Title: Identification of Intrinsically Unstructured Proteins using hierarchical classifier

Authors: Jack Y. Yang, Mary Qu Yang

Addresses: Department of Radiation Oncology, Massachusetts General Hospital and Harvard Medical School, Harvard University, Boston, Massachusetts 02114, USA. ' National Human Genome Research Institute, National Institutes of Health, US Department of Health and Human Services Bethesda, MD 20852, USA

Abstract: It is suggested that protein functions only when folded into a particular 3-D structure. Recently, many protein regions and some entire proteins have been identified with no definite tertiary structure, but presenting instead as dynamic, disorder ensembles under different physiochemical circumstances. These proteins and regions are known as Intrinsically Unstructured regions and Proteins (IUP).
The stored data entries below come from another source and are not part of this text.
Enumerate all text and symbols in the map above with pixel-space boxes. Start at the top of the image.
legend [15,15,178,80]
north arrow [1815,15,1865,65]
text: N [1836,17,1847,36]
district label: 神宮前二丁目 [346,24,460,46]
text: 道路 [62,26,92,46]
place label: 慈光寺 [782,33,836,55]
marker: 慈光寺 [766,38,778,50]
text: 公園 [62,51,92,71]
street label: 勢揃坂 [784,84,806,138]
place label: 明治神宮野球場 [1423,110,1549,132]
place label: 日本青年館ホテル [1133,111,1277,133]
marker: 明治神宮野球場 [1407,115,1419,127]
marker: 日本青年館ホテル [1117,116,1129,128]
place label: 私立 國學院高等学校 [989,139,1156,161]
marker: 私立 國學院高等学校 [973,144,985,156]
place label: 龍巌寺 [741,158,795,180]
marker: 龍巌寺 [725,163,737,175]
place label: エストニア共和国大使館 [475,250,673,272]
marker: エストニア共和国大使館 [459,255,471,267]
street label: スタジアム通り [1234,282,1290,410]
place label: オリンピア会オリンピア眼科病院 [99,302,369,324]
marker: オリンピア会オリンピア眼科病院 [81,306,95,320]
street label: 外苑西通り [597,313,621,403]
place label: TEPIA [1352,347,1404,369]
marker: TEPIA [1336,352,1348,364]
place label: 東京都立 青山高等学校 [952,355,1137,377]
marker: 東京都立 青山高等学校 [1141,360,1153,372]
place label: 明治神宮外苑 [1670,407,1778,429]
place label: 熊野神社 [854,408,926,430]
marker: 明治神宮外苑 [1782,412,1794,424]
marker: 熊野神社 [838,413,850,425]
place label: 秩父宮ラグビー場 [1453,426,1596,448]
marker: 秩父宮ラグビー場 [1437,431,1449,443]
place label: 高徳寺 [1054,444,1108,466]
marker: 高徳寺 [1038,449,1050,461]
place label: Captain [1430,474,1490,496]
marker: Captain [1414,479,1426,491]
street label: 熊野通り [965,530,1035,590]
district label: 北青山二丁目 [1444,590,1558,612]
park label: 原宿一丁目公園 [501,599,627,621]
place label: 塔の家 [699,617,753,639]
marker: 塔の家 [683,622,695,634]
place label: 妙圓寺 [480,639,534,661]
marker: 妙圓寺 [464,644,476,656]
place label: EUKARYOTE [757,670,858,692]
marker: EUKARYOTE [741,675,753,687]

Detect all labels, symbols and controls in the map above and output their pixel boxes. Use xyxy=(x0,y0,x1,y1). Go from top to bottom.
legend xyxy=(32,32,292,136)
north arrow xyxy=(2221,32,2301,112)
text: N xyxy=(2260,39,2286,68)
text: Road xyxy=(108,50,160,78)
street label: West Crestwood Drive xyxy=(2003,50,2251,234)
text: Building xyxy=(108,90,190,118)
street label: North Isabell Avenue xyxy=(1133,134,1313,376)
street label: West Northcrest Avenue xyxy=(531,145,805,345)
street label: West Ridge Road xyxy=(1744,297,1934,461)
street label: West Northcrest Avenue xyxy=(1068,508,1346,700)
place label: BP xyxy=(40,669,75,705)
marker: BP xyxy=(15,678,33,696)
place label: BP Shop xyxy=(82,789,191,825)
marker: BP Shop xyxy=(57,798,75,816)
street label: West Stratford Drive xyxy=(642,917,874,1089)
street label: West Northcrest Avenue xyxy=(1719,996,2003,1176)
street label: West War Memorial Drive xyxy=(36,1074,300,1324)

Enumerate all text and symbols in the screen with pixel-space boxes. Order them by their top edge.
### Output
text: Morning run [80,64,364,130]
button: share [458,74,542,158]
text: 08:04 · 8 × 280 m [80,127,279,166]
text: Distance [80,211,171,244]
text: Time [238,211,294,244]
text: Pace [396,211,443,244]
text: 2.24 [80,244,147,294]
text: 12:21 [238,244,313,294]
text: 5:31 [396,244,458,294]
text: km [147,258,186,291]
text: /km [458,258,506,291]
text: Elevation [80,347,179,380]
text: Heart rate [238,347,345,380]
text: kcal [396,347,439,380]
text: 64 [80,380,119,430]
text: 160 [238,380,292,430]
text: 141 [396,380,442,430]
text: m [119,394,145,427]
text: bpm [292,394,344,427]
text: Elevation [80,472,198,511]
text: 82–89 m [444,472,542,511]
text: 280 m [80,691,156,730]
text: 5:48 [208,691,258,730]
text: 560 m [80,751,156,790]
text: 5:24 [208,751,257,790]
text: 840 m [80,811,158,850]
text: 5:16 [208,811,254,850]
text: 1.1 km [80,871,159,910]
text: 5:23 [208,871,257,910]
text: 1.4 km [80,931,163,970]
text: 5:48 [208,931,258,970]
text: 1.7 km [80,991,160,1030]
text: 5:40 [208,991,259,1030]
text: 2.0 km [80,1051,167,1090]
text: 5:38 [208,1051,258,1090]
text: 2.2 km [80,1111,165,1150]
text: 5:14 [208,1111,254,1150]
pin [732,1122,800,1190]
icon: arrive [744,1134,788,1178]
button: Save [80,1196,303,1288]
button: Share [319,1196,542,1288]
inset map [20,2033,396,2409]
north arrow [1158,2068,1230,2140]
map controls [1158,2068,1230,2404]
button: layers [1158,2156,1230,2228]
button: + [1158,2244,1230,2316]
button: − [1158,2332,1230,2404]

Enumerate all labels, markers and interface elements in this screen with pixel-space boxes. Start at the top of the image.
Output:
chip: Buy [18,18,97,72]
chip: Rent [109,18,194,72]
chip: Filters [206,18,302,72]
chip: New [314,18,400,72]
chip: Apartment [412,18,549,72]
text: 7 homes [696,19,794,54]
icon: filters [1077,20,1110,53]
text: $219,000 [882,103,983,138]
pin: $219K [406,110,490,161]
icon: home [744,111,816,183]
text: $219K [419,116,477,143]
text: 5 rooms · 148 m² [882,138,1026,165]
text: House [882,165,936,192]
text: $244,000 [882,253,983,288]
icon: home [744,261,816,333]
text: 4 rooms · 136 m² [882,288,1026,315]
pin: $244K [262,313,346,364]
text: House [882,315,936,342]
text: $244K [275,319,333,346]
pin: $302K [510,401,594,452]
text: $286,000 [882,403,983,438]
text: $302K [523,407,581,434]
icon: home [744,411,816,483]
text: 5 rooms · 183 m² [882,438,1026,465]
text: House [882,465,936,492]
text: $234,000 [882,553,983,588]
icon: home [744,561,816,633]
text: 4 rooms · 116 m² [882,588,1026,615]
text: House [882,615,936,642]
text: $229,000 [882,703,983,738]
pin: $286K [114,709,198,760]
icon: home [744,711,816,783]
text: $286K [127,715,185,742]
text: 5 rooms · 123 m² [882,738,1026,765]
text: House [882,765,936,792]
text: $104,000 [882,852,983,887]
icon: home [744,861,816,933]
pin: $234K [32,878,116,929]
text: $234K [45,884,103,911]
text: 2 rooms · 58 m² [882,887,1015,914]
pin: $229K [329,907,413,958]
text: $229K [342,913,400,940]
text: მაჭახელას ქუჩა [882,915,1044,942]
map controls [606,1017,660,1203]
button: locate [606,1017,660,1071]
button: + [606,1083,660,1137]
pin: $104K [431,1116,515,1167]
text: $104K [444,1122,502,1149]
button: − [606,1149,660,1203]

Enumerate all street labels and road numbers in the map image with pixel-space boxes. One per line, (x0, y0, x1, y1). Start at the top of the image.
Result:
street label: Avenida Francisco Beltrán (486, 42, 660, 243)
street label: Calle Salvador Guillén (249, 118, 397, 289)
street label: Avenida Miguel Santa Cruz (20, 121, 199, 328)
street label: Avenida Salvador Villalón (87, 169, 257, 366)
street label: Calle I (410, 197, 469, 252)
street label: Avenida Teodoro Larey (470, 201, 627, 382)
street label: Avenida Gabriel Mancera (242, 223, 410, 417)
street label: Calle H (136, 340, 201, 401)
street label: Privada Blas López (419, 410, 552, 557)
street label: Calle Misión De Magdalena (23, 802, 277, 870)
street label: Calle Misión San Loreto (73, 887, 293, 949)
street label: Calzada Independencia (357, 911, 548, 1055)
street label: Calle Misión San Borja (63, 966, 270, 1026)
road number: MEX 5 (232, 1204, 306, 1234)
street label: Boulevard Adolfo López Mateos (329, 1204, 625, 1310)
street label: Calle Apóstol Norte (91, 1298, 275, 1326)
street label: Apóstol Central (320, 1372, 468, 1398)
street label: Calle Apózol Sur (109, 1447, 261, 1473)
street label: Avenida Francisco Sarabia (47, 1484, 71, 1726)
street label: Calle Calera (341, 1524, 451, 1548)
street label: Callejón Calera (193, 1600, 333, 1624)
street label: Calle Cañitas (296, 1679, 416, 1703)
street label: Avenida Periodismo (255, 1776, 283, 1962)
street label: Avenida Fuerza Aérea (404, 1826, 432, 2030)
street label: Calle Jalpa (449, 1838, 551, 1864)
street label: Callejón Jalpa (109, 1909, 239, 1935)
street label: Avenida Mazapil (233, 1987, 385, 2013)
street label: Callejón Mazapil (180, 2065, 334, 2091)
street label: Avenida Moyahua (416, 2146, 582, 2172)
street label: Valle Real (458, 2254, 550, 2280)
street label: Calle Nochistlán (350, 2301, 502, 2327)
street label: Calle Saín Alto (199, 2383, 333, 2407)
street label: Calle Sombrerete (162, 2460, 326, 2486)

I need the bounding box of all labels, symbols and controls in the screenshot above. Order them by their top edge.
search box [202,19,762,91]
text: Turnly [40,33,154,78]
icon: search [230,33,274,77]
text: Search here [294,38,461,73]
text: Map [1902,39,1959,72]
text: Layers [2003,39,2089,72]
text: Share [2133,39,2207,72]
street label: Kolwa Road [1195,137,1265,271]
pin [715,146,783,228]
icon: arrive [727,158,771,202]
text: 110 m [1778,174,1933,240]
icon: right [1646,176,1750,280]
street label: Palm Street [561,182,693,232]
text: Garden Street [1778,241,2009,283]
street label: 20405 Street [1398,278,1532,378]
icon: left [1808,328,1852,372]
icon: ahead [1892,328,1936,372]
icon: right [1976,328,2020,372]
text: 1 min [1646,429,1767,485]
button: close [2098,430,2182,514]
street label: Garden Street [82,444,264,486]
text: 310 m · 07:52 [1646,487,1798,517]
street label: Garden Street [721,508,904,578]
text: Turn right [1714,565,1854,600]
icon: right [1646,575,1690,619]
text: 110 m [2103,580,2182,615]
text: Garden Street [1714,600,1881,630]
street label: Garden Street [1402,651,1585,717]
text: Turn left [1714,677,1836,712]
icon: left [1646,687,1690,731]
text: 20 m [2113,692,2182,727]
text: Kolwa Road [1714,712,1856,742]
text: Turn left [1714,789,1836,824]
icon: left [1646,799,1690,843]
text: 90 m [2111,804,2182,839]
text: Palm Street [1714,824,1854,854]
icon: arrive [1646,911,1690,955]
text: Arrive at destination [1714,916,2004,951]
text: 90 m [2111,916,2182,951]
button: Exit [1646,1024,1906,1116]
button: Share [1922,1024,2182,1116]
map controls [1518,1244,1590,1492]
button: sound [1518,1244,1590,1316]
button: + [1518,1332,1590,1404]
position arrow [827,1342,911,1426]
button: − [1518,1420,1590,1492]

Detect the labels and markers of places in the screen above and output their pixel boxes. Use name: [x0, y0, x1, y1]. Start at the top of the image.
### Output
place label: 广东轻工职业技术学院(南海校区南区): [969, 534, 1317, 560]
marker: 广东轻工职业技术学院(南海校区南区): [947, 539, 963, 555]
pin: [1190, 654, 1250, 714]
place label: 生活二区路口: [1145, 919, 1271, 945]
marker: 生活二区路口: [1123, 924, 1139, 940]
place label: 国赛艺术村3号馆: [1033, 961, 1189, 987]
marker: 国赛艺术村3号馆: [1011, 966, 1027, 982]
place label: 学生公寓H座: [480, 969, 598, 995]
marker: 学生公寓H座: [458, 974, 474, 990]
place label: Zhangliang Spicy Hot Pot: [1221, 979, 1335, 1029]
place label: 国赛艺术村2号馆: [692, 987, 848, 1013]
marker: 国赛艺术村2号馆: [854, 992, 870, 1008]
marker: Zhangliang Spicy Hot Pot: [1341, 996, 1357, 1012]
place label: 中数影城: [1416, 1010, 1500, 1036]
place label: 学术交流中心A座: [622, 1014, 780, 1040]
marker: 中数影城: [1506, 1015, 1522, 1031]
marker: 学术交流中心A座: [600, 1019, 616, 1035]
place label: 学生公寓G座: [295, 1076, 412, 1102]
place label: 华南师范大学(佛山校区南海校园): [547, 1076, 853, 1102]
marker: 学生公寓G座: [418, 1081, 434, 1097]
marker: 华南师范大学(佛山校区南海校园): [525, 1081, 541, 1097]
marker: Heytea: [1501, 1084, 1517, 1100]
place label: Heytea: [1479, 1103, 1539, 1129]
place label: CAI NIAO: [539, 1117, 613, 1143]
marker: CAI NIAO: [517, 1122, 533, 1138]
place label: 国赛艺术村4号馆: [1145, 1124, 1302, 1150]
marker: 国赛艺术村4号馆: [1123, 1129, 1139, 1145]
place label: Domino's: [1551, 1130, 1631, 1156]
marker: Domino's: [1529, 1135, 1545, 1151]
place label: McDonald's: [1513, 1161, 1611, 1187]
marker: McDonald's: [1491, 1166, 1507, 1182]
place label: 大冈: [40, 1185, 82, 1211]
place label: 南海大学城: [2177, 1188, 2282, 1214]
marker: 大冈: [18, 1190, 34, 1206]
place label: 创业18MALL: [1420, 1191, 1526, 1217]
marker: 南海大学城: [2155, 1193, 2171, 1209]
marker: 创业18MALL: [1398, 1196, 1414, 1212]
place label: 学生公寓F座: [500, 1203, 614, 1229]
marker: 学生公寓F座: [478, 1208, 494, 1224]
We constructed a Recursive Maximum Contrast Tree (RMCT) based classifier to identify IUP. The classifier has been benchmarked against industrial standard PONDR VLXT on out-of-sample data by external evaluators. The IUP predictor is a viable alternative software tool for identifying intrinsic unstructured regions and proteins.

Keywords: intrinsically unstructured regions; intrinsically unstructured proteins; recursive maximum contrast tree; RMCT; IUP identification; machine learning; classification; data mining; bioinformatics.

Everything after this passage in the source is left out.